[AIM OF THE TASK]: Leave the pictures behind and reproduce every line of the listing exactly.

[RECORD SET]:

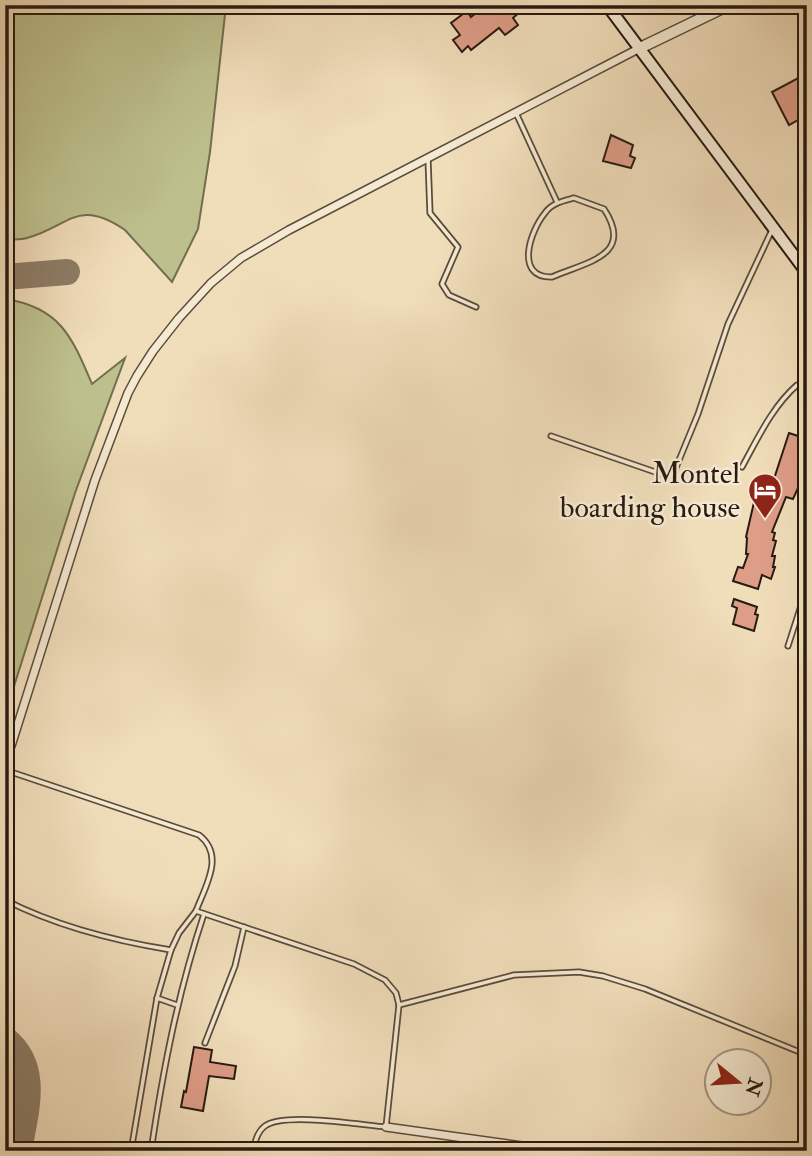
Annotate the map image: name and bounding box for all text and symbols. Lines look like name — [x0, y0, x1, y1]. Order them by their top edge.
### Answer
place label: Montel boarding house — [560, 455, 740, 526]
hotel icon: Montel boarding house — [746, 471, 784, 520]
north arrow — [704, 1048, 774, 1118]
text: N — [739, 1074, 768, 1100]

[WRITTEN ANSWER]:
Annotate the map image: name and bounding box for all text and symbols. Lines look like name — [x0, y0, x1, y1]. Order them by their top edge.
### Answer
place label: Montel boarding house — [560, 455, 740, 526]
hotel icon: Montel boarding house — [746, 471, 784, 520]
north arrow — [704, 1048, 774, 1118]
text: N — [739, 1074, 768, 1100]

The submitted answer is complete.